PARK CITY — John Wilson had never run a race until some friends and family invited him to run the Ragnar Relay Wasatch Back this weekend.
While running 198 miles from Logan to Park City with 11 other people might seem like a pretty ambitious choice, Wilson said the combination of competition and camaraderie made the race a memorable experience.
“I thought it was awesome,” said the 46-year-old who moved to Farmington from California just a few months ago. “This many people running at the same time, it’s pretty darn well-organized.”
Wilson shared pizza with his teammates at the post-race party at Park City High School, and the people he ran with echoed his sentiments.
“The course was beautiful,” said one woman, to which Mark Quillen, 38, added: “And hard. That’s what made it so special — there were really challenging legs with long distances, but they make it so people who aren’t runners … can participate.”
Weber State teams won both the men’s and women’s divisions this year, which was the 10th anniversary of the race. The Weber State men’s team won for the first time since 2007 with a time of 19:02:36. The group was made up of six current runners and six alumni.
“We had a young guy van and an old guy van,” said Corbin Talley, who helped organize the group that ran Saturday.
Meanwhile, Talley’s wife Stefanie is an alumna of Weber State and ran with the WSU Wonder Women. Her team won for the second time, finishing in 24 hours and 40 minutes.
“Weber State’s teams have always ... in the top three, but this is the first time we’ve both won the same year,” Talley said.
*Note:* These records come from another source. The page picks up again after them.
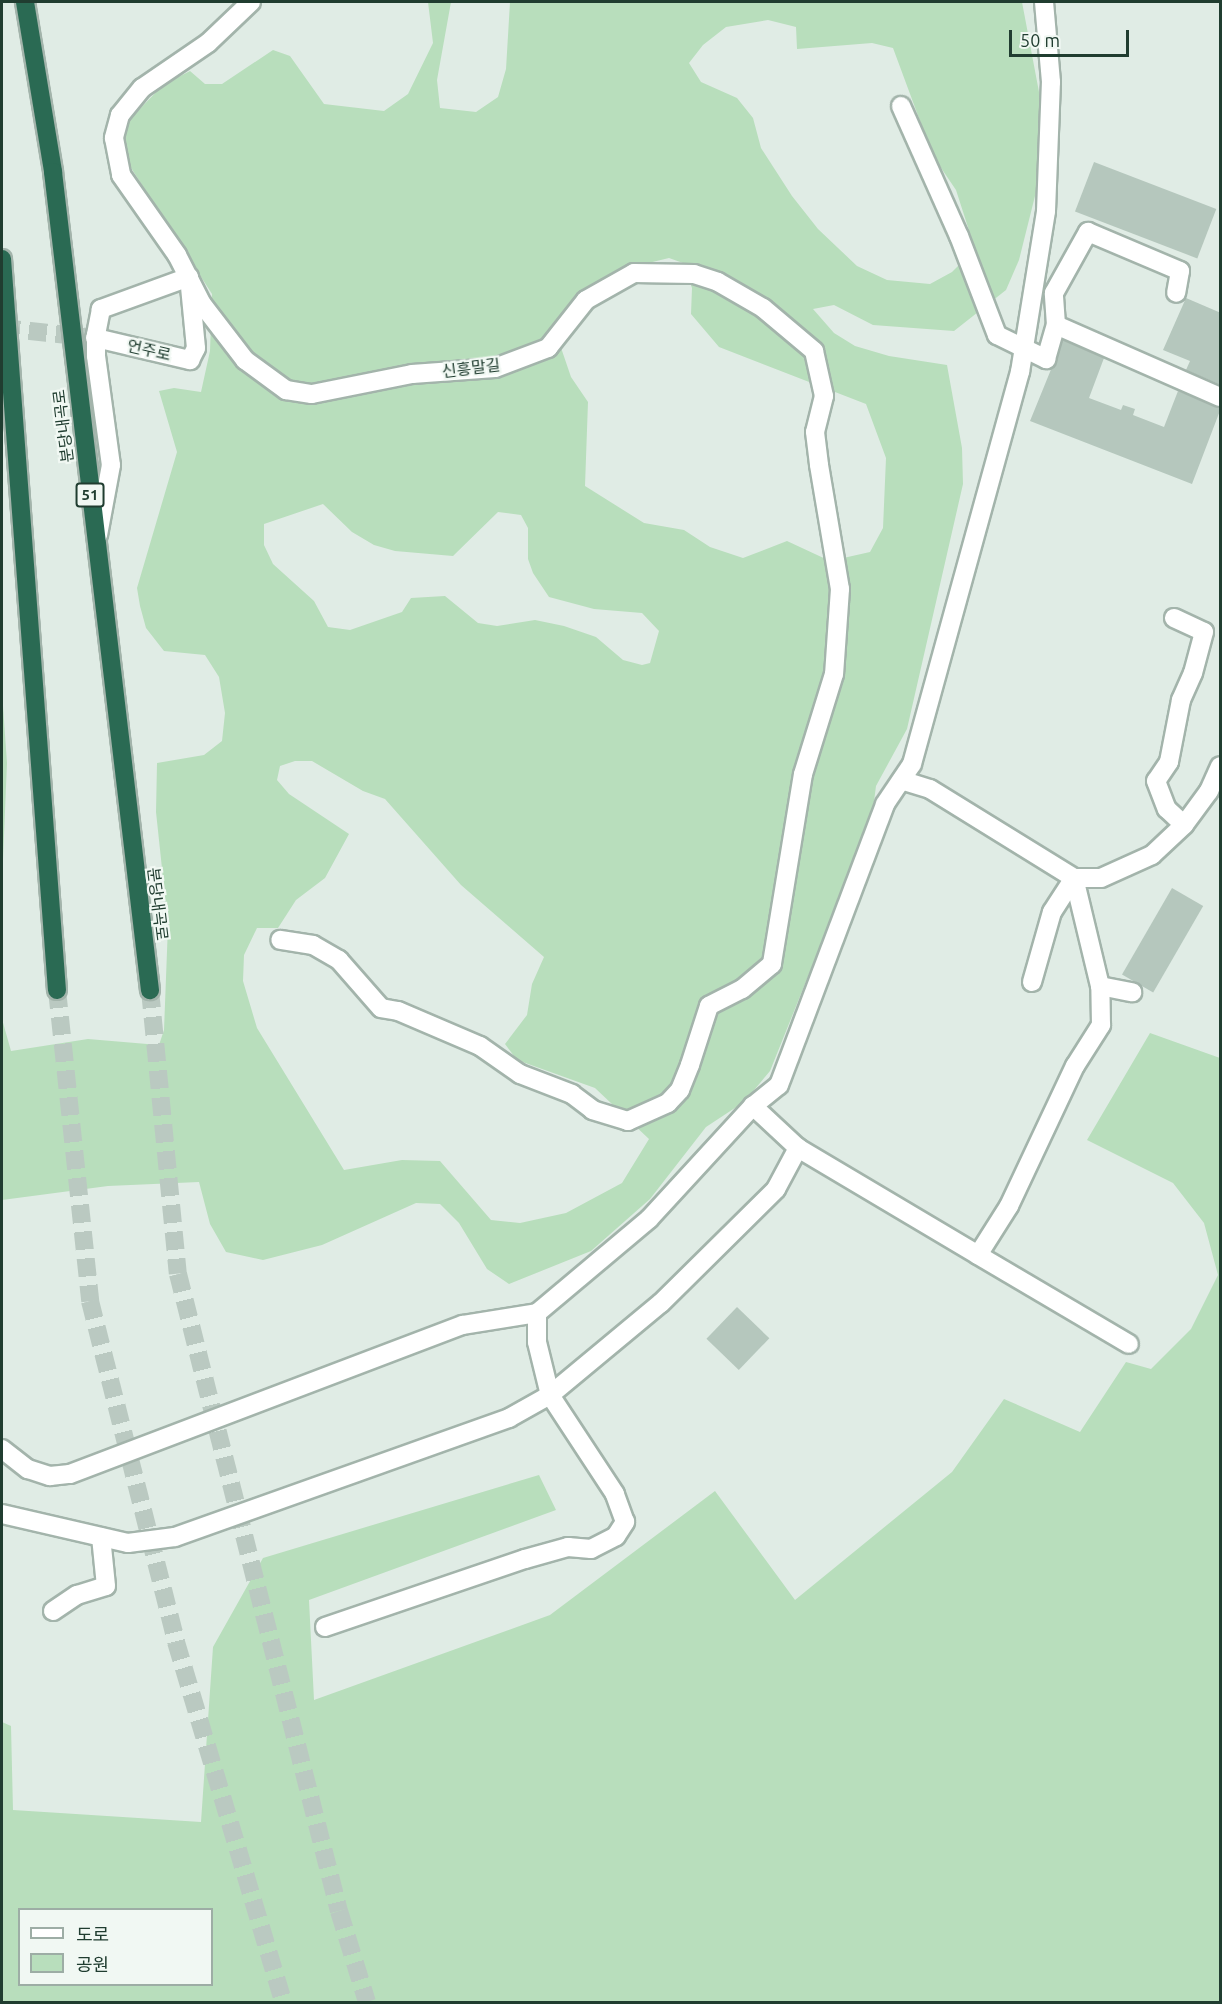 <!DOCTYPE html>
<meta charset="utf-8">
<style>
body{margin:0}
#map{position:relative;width:1222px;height:2004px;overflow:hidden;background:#e0ece5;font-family:Ubuntu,"Noto Sans KR",sans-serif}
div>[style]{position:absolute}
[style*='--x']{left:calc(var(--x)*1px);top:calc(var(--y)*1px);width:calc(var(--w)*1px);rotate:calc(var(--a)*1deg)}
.green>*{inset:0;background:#b8debc}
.building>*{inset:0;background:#b5c7bd;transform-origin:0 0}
.minor-tunnel>*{height:18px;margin-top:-9px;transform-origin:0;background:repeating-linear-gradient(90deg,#bac9c1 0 18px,transparent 0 27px)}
.highway-tunnel>*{height:18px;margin-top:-9px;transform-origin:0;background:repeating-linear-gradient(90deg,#bac9c1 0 18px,transparent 0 27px)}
.roads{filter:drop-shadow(2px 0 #a3b4ab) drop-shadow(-2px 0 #a3b4ab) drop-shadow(0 2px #a3b4ab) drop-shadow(0 -2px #a3b4ab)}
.minor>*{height:18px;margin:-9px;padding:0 9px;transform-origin:9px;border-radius:9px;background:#fff}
.highway>*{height:18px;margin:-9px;padding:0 9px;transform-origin:9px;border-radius:9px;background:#2a6a53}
span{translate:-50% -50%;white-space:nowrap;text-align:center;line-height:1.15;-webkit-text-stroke:4.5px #f1f8f3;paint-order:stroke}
.shield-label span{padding:2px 4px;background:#f1f8f3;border:2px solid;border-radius:4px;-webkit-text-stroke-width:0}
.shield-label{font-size:15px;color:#203d30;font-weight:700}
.street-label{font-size:16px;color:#203d30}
.frame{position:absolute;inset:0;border:3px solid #203d30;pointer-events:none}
.legend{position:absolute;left:18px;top:1908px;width:195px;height:78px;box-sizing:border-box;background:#f1f8f3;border:2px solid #9dada5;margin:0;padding:8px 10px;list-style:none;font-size:18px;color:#203d30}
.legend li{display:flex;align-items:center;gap:12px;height:30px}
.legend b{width:30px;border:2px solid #9dada5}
.scale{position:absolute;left:1009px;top:30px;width:120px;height:27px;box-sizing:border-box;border:3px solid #203d30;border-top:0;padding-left:8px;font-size:18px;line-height:21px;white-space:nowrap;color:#203d30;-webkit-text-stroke:4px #f1f8f3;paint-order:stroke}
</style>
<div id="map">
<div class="green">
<div style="clip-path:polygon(evenodd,428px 2px,451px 2px,437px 80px,440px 108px,476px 112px,498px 97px,506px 69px,510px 2px,1022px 2px,1039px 92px,1039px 180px,1019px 260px,1006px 290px,954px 331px,873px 325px,834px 305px,813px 309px,834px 333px,855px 346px,889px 356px,947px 365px,962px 448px,963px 484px,907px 729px,876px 786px,872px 817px,770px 1071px,744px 1102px,706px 1127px,650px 1199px,591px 1251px,509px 1284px,487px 1269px,459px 1223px,440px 1204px,416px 1203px,322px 1245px,263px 1260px,226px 1252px,210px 1224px,199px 1182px,108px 1186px,2px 1200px,2px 1019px,11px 1051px,88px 1039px,159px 1045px,164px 1030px,168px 925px,156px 812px,157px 763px,204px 755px,222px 741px,225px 713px,219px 677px,205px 655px,164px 651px,146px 628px,140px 606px,137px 588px,177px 452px,159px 391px,174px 388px,201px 392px,210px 351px,212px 294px,126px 160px,124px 139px,130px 119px,163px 85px,190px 71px,205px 84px,222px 84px,273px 50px,290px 56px,324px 104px,384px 111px,408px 94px,433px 43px,428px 2px,768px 20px,796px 27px,797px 49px,872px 43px,893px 48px,933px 156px,956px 190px,975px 249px,952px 272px,930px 284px,887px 280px,857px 266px,818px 229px,792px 196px,761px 148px,753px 118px,737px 98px,701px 82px,689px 63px,703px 45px,726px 27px,768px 20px,428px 2px,669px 258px,683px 263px,692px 288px,691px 314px,719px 347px,866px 404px,886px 458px,883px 528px,870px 552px,830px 561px,787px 541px,743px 558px,710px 547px,684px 530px,644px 523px,585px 486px,588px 402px,571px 377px,557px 336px,640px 265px,669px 258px,428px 2px,323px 504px,352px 532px,374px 545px,395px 551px,453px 556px,498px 512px,521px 515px,528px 528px,528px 559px,533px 573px,549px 597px,594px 609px,642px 613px,659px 631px,650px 663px,642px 665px,623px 660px,596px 637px,564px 626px,535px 620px,497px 626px,478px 623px,445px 596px,411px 598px,402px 612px,350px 630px,328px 627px,314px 601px,273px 564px,264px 545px,264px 524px,323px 504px,428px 2px,295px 761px,312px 761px,363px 791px,385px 799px,461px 885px,544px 957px,532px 984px,527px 1015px,505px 1044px,517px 1060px,595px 1088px,649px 1139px,622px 1183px,566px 1213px,520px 1223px,491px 1220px,440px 1161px,402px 1160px,344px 1170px,257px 1028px,243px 981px,244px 955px,257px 928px,278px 928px,296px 900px,325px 878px,349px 834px,289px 794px,277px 780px,280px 766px,295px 761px)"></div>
<div style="clip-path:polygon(2px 692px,7px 763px,2px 884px)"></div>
<div style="clip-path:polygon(evenodd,1150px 1033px,1220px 1058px,1220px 2002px,2px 2002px,2px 1722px,11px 1726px,13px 1810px,201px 1822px,213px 1647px,263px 1558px,539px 1475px,556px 1510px,309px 1600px,314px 1700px,550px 1615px,715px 1491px,795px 1600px,952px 1472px,1004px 1399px,1080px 1432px,1126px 1362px,1151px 1369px,1191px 1329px,1218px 1275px,1204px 1223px,1173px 1183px,1087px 1140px,1150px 1033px,20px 1910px,212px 1910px,212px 1984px,20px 1984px,20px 1910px)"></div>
</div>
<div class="building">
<div style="left:1094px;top:162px;width:131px;height:53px;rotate:21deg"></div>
<div style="clip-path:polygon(1186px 298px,1221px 313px,1221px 385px,1186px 370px,1190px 361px,1163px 350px)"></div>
<div style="clip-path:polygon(1063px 340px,1104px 358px,1089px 398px,1121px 410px,1123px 405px,1135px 409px,1133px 415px,1164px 427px,1178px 391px,1221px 408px,1192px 484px,1030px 421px)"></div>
<div style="left:1172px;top:888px;width:36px;height:100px;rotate:30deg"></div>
<div style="left:737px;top:1307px;width:45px;height:44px;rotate:44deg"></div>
</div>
<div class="minor-tunnel">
<div style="--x:2;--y:328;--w:94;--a:6.1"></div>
</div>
<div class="highway-tunnel">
<div style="--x:57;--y:990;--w:313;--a:83.9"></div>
<div style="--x:90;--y:1301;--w:352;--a:75.8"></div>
<div style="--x:176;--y:1642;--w:376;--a:73.4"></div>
<div style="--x:150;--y:990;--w:285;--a:84.4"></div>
<div style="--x:178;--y:1274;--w:657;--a:75.82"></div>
<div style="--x:339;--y:1911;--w:95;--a:72.9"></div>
</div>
<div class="roads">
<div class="minor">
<div style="--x:251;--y:2;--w:59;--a:136.4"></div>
<div style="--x:208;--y:43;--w:80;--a:145.7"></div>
<div style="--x:142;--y:88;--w:35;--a:129"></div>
<div style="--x:120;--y:115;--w:24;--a:105"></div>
<div style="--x:114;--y:138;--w:38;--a:79"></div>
<div style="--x:121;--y:175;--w:98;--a:55"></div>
<div style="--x:177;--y:255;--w:55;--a:63"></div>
<div style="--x:202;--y:304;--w:71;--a:52.5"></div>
<div style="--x:245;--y:360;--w:51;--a:36.2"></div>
<div style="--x:286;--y:390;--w:26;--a:9"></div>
<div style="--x:312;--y:394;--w:102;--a:-11.3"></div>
<div style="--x:412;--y:374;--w:83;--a:-4.1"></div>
<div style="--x:495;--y:368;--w:57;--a:-20.7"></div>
<div style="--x:548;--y:348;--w:61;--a:-51.6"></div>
<div style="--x:586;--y:300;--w:55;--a:-29.4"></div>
<div style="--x:634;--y:273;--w:60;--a:1"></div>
<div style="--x:694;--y:274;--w:25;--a:18"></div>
<div style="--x:718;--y:282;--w:52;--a:30"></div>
<div style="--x:763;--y:308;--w:67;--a:40.1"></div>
<div style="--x:814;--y:351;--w:46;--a:77.5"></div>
<div style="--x:824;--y:396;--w:37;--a:104"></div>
<div style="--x:815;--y:432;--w:33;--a:83"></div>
<div style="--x:819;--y:465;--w:126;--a:80.4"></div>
<div style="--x:840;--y:589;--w:85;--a:94"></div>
<div style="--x:834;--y:674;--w:105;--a:107.2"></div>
<div style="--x:803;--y:774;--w:193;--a:99.3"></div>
<div style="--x:772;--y:964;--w:39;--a:140"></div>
<div style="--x:742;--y:989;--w:37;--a:153"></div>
<div style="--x:709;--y:1006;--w:62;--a:107.9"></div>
<div style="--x:690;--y:1065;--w:27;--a:112"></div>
<div style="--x:680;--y:1090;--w:18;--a:133"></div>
<div style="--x:668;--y:1103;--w:44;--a:155.8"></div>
<div style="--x:628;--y:1121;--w:37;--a:-163"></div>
<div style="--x:593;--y:1110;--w:26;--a:-143"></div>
<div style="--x:572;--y:1094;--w:56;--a:-159"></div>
<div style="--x:520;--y:1074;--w:49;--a:-145"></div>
<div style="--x:480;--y:1046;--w:89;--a:-156.9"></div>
<div style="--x:398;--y:1011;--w:17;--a:-170"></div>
<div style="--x:381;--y:1008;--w:64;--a:-131.2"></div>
<div style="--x:339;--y:960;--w:30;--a:-150"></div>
<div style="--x:313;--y:945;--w:33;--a:-171"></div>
<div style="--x:901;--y:106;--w:142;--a:66"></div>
<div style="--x:959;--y:236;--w:106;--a:69"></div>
<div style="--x:997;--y:335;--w:55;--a:26.1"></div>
<div style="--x:1046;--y:359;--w:35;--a:-74"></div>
<div style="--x:1056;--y:325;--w:179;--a:23.7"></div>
<div style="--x:1056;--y:325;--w:32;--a:-94"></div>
<div style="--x:1054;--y:293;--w:70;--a:-60.9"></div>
<div style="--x:1088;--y:232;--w:100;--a:23"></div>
<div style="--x:1180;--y:271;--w:22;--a:100"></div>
<div style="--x:95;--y:338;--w:1;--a:0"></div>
<div style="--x:96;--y:338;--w:97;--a:13.2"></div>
<div style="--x:190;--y:360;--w:13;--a:-63"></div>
<div style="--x:196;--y:348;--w:71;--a:-95.6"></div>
<div style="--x:189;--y:277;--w:94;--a:160"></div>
<div style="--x:101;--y:309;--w:26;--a:101"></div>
<div style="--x:96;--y:335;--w:21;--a:90"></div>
<div style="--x:96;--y:356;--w:110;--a:82.2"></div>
<div style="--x:111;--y:465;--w:71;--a:100.5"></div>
<div style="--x:1174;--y:618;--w:33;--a:25"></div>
<div style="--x:1204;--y:632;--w:42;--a:105"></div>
<div style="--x:1193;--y:673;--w:30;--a:114"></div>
<div style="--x:1181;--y:700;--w:63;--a:101"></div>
<div style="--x:1169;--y:762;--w:23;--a:124"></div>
<div style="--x:1156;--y:781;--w:30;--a:69"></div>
<div style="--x:1167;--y:809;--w:23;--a:43"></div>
<div style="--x:1032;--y:982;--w:73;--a:-74.1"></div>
<div style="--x:1052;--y:912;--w:40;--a:-57.1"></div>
<div style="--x:1074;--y:878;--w:27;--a:0"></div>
<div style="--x:1101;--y:878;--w:56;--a:-24.3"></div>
<div style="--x:1152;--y:855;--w:44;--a:-43.2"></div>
<div style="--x:1184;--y:825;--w:42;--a:-53.7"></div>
<div style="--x:1209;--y:791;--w:27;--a:-66"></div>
<div style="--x:1100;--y:986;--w:33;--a:11"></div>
<div style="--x:798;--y:1148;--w:209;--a:30.7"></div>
<div style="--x:978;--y:1255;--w:58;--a:-57.7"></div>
<div style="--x:1009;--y:1206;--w:155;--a:-64.8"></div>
<div style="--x:1075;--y:1066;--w:49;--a:-57.6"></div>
<div style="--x:1101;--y:1025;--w:39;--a:-91"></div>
<div style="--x:1100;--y:986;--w:111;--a:-103.5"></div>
<div style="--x:1074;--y:878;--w:169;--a:-148.3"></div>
<div style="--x:930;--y:789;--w:30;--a:-163"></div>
<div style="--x:978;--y:1255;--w:175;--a:30.5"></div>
<div style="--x:2;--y:1449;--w:33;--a:38"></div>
<div style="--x:28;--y:1469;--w:23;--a:18"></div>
<div style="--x:50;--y:1476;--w:20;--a:-6"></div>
<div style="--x:70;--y:1474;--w:420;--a:-20.8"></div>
<div style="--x:463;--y:1325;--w:75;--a:-9.2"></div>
<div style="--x:2;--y:1514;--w:129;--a:13"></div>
<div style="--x:128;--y:1543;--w:47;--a:-7.3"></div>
<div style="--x:175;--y:1537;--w:355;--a:-19.6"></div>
<div style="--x:509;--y:1418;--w:47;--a:-29.3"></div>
<div style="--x:550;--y:1395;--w:55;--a:-103.8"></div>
<div style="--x:537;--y:1342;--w:29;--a:-90"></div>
<div style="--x:537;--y:1313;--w:146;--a:-40"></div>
<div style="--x:649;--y:1219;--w:154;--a:-47.4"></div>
<div style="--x:753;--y:1106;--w:33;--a:-39"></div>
<div style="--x:779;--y:1085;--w:300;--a:-69.3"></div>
<div style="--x:885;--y:804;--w:48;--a:-56"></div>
<div style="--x:912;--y:764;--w:407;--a:-74.6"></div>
<div style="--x:1020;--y:372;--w:163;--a:-80.8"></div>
<div style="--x:1046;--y:211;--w:129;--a:-87.8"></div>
<div style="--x:1051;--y:82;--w:80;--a:-95"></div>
<div style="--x:53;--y:1611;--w:29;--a:-34"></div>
<div style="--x:77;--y:1595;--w:30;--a:-17"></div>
<div style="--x:106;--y:1586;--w:49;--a:-95.8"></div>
<div style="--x:325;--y:1627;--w:211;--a:-18.8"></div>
<div style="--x:525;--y:1559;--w:45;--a:-15.6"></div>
<div style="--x:568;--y:1547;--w:23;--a:5"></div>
<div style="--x:591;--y:1549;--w:28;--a:-27"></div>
<div style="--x:616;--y:1536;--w:17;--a:-57"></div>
<div style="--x:625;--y:1522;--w:30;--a:-110"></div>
<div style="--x:615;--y:1494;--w:118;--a:-123.3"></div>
<div style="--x:550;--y:1395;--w:144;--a:-39.7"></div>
<div style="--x:661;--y:1303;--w:162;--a:-44.7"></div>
<div style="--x:776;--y:1189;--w:47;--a:-61.8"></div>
<div style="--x:798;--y:1148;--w:62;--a:-137"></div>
</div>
<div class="highway">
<div style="--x:25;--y:2;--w:172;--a:80.6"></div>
<div style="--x:53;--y:172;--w:824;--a:83.24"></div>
<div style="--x:2;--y:259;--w:733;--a:85.7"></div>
</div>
</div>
<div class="shield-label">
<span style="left:90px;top:495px">51</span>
</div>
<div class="street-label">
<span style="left:149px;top:350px;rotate:13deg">언주로</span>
<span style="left:471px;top:368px;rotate:-7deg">신흥말길</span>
<span style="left:63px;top:426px;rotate:-97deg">분당내곡로</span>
<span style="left:158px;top:904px;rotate:83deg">분당내곡로</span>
</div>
<div class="frame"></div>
<ul class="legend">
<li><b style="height:8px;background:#fff"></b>도로</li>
<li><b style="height:16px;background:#b8debc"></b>공원</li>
</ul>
<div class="scale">50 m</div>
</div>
In fact, in the 10 years since the race started, it’s been either Weber State or BYU teams that have won every year except one. Talley said they put together what they felt was a team that could avenge last year’s loss, but found out Friday that the Cougars didn’t enter a team.
“We were way disappointed,” he said. So they decided to try and beat BYU’s winning time from last year’s race.
“We beat it by five minutes,” he said.
In the Wasatch Back, competitive runners like Talley compete alongside people like Wilson and Perry's Marissa Nelson. Whether they're trying to win or just happy to be participating, runners say the unique atmosphere is what keeps them coming back each year.
“We always take it pretty serious,” Talley said. “Every time we get out of the van, we’re ready to run. It’s kind of fun for the alumni who don’t get to race very much. … We get back together, challenge each other, and still have a lot of pride in what we did when we were there.”
Wilson said he agreed to run because his family promised him a good time.
“The part I liked was everybody cheers everyone else on,” Wilson said. “It was cool to do something hard together.” Nelson said she was running her second Ragnar this weekend with family and friends.
“We had a ball,” she said. “The running is almost a side part. You’re laughing and joking and being silly and then you’re like, ‘Oh, dang, I guess we’ve got to get out and run.”
Her teammate, Skye Barnard, 35, said he agreed to run because of the challenge.
“I think the team effort is a lot of fun,” he said. “And it’s beautiful country.”
This year’s race was the 10th anniversary of the relay that has spawned similar long-distance relay races across the country. Saturday was designated “Ragnar Day” by Utah Gov. Gary Herbert last week. More than 17,000 people on 1,500 teams participated in the three-day event that began Thursday at Utah State and ended Saturday night at Park City High.